[Data extract]:
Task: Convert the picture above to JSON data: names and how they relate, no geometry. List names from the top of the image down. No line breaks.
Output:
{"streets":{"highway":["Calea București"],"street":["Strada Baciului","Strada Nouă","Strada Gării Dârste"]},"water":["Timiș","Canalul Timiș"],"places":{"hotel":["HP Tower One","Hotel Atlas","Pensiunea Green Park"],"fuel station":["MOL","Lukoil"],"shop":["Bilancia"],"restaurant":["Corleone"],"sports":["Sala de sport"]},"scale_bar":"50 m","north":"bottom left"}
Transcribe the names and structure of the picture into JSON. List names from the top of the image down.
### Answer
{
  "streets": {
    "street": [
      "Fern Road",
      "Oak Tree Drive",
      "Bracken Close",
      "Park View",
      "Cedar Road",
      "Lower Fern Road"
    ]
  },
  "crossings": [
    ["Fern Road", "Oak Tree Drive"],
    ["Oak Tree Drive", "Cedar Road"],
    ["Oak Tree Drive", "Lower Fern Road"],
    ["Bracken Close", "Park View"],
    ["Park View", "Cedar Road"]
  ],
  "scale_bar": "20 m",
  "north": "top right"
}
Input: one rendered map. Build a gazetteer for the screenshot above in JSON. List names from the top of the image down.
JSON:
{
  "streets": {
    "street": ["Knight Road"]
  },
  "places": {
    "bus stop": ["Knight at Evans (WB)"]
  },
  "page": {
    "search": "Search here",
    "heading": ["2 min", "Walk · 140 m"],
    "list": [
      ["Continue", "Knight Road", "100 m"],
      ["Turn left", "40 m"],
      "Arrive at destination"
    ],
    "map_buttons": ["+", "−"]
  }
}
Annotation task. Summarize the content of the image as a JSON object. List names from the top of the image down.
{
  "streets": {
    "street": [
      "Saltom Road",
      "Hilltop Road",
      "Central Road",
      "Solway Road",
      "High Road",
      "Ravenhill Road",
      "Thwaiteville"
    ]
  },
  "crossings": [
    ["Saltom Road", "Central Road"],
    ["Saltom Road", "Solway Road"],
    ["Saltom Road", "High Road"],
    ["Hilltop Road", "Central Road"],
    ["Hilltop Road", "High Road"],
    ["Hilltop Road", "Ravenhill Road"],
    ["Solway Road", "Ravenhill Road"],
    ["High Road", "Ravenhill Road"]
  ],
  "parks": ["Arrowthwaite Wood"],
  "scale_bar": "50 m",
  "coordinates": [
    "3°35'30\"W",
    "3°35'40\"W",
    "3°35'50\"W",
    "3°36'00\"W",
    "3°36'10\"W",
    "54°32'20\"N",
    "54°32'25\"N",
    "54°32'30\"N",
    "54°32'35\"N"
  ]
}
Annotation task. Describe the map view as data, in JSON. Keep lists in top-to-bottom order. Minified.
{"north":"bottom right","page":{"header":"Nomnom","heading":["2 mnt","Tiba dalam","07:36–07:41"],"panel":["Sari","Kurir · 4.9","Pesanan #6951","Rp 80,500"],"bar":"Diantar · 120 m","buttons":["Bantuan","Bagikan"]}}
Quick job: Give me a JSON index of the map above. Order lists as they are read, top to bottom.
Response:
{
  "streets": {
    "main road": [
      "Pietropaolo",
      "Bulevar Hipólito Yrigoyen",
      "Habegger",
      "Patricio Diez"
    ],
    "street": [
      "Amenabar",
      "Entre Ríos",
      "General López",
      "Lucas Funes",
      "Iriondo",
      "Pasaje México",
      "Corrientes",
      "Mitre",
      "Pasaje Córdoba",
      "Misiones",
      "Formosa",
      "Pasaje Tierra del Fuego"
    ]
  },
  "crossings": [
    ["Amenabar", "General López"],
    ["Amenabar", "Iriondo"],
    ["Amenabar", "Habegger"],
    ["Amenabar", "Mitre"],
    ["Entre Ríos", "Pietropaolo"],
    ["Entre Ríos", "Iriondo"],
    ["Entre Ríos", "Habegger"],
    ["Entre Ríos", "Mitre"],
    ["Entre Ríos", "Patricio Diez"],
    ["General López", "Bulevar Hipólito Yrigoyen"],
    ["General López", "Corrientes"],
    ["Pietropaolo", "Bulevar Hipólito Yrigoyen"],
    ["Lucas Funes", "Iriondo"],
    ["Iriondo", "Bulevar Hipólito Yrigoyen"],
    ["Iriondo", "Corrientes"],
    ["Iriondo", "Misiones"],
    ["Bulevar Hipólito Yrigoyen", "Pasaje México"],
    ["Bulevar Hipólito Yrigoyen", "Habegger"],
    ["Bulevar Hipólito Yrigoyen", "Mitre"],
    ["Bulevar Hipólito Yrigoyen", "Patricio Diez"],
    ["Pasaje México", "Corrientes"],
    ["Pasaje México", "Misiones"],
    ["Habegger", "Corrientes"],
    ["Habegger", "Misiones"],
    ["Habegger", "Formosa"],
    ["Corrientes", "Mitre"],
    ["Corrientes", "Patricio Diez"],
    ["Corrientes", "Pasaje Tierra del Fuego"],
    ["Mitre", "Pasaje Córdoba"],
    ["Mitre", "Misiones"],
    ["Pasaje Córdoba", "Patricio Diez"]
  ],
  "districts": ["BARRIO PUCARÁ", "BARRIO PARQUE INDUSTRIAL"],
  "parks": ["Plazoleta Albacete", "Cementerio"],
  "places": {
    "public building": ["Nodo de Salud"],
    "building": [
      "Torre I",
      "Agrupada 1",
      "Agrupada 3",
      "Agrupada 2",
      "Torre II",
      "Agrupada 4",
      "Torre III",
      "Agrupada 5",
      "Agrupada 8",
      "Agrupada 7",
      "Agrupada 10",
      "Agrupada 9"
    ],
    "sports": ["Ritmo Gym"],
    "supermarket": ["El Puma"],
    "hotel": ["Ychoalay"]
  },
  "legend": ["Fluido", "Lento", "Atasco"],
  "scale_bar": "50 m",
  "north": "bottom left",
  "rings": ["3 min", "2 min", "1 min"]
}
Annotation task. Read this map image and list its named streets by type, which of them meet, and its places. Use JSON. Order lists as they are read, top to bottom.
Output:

[Exercise description]: The records above are to be duplicated in full and exactly.

[Reply to the exercise]:
Task: Convert the picture above to JSON data: names and how they relate, no geometry. List names from the top of the image down. No line breaks.
Output:
{"streets":{"highway":["Calea București"],"street":["Strada Baciului","Strada Nouă","Strada Gării Dârste"]},"water":["Timiș","Canalul Timiș"],"places":{"hotel":["HP Tower One","Hotel Atlas","Pensiunea Green Park"],"fuel station":["MOL","Lukoil"],"shop":["Bilancia"],"restaurant":["Corleone"],"sports":["Sala de sport"]},"scale_bar":"50 m","north":"bottom left"}
Transcribe the names and structure of the picture into JSON. List names from the top of the image down.
### Answer
{
  "streets": {
    "street": [
      "Fern Road",
      "Oak Tree Drive",
      "Bracken Close",
      "Park View",
      "Cedar Road",
      "Lower Fern Road"
    ]
  },
  "crossings": [
    ["Fern Road", "Oak Tree Drive"],
    ["Oak Tree Drive", "Cedar Road"],
    ["Oak Tree Drive", "Lower Fern Road"],
    ["Bracken Close", "Park View"],
    ["Park View", "Cedar Road"]
  ],
  "scale_bar": "20 m",
  "north": "top right"
}
Input: one rendered map. Build a gazetteer for the screenshot above in JSON. List names from the top of the image down.
JSON:
{
  "streets": {
    "street": ["Knight Road"]
  },
  "places": {
    "bus stop": ["Knight at Evans (WB)"]
  },
  "page": {
    "search": "Search here",
    "heading": ["2 min", "Walk · 140 m"],
    "list": [
      ["Continue", "Knight Road", "100 m"],
      ["Turn left", "40 m"],
      "Arrive at destination"
    ],
    "map_buttons": ["+", "−"]
  }
}
Annotation task. Summarize the content of the image as a JSON object. List names from the top of the image down.
{
  "streets": {
    "street": [
      "Saltom Road",
      "Hilltop Road",
      "Central Road",
      "Solway Road",
      "High Road",
      "Ravenhill Road",
      "Thwaiteville"
    ]
  },
  "crossings": [
    ["Saltom Road", "Central Road"],
    ["Saltom Road", "Solway Road"],
    ["Saltom Road", "High Road"],
    ["Hilltop Road", "Central Road"],
    ["Hilltop Road", "High Road"],
    ["Hilltop Road", "Ravenhill Road"],
    ["Solway Road", "Ravenhill Road"],
    ["High Road", "Ravenhill Road"]
  ],
  "parks": ["Arrowthwaite Wood"],
  "scale_bar": "50 m",
  "coordinates": [
    "3°35'30\"W",
    "3°35'40\"W",
    "3°35'50\"W",
    "3°36'00\"W",
    "3°36'10\"W",
    "54°32'20\"N",
    "54°32'25\"N",
    "54°32'30\"N",
    "54°32'35\"N"
  ]
}
Annotation task. Describe the map view as data, in JSON. Keep lists in top-to-bottom order. Minified.
{"north":"bottom right","page":{"header":"Nomnom","heading":["2 mnt","Tiba dalam","07:36–07:41"],"panel":["Sari","Kurir · 4.9","Pesanan #6951","Rp 80,500"],"bar":"Diantar · 120 m","buttons":["Bantuan","Bagikan"]}}
Quick job: Give me a JSON index of the map above. Order lists as they are read, top to bottom.
Response:
{
  "streets": {
    "main road": [
      "Pietropaolo",
      "Bulevar Hipólito Yrigoyen",
      "Habegger",
      "Patricio Diez"
    ],
    "street": [
      "Amenabar",
      "Entre Ríos",
      "General López",
      "Lucas Funes",
      "Iriondo",
      "Pasaje México",
      "Corrientes",
      "Mitre",
      "Pasaje Córdoba",
      "Misiones",
      "Formosa",
      "Pasaje Tierra del Fuego"
    ]
  },
  "crossings": [
    ["Amenabar", "General López"],
    ["Amenabar", "Iriondo"],
    ["Amenabar", "Habegger"],
    ["Amenabar", "Mitre"],
    ["Entre Ríos", "Pietropaolo"],
    ["Entre Ríos", "Iriondo"],
    ["Entre Ríos", "Habegger"],
    ["Entre Ríos", "Mitre"],
    ["Entre Ríos", "Patricio Diez"],
    ["General López", "Bulevar Hipólito Yrigoyen"],
    ["General López", "Corrientes"],
    ["Pietropaolo", "Bulevar Hipólito Yrigoyen"],
    ["Lucas Funes", "Iriondo"],
    ["Iriondo", "Bulevar Hipólito Yrigoyen"],
    ["Iriondo", "Corrientes"],
    ["Iriondo", "Misiones"],
    ["Bulevar Hipólito Yrigoyen", "Pasaje México"],
    ["Bulevar Hipólito Yrigoyen", "Habegger"],
    ["Bulevar Hipólito Yrigoyen", "Mitre"],
    ["Bulevar Hipólito Yrigoyen", "Patricio Diez"],
    ["Pasaje México", "Corrientes"],
    ["Pasaje México", "Misiones"],
    ["Habegger", "Corrientes"],
    ["Habegger", "Misiones"],
    ["Habegger", "Formosa"],
    ["Corrientes", "Mitre"],
    ["Corrientes", "Patricio Diez"],
    ["Corrientes", "Pasaje Tierra del Fuego"],
    ["Mitre", "Pasaje Córdoba"],
    ["Mitre", "Misiones"],
    ["Pasaje Córdoba", "Patricio Diez"]
  ],
  "districts": ["BARRIO PUCARÁ", "BARRIO PARQUE INDUSTRIAL"],
  "parks": ["Plazoleta Albacete", "Cementerio"],
  "places": {
    "public building": ["Nodo de Salud"],
    "building": [
      "Torre I",
      "Agrupada 1",
      "Agrupada 3",
      "Agrupada 2",
      "Torre II",
      "Agrupada 4",
      "Torre III",
      "Agrupada 5",
      "Agrupada 8",
      "Agrupada 7",
      "Agrupada 10",
      "Agrupada 9"
    ],
    "sports": ["Ritmo Gym"],
    "supermarket": ["El Puma"],
    "hotel": ["Ychoalay"]
  },
  "legend": ["Fluido", "Lento", "Atasco"],
  "scale_bar": "50 m",
  "north": "bottom left",
  "rings": ["3 min", "2 min", "1 min"]
}
Annotation task. Read this map image and list its named streets by type, which of them meet, and its places. Use JSON. Order lists as they are read, top to bottom.
Output:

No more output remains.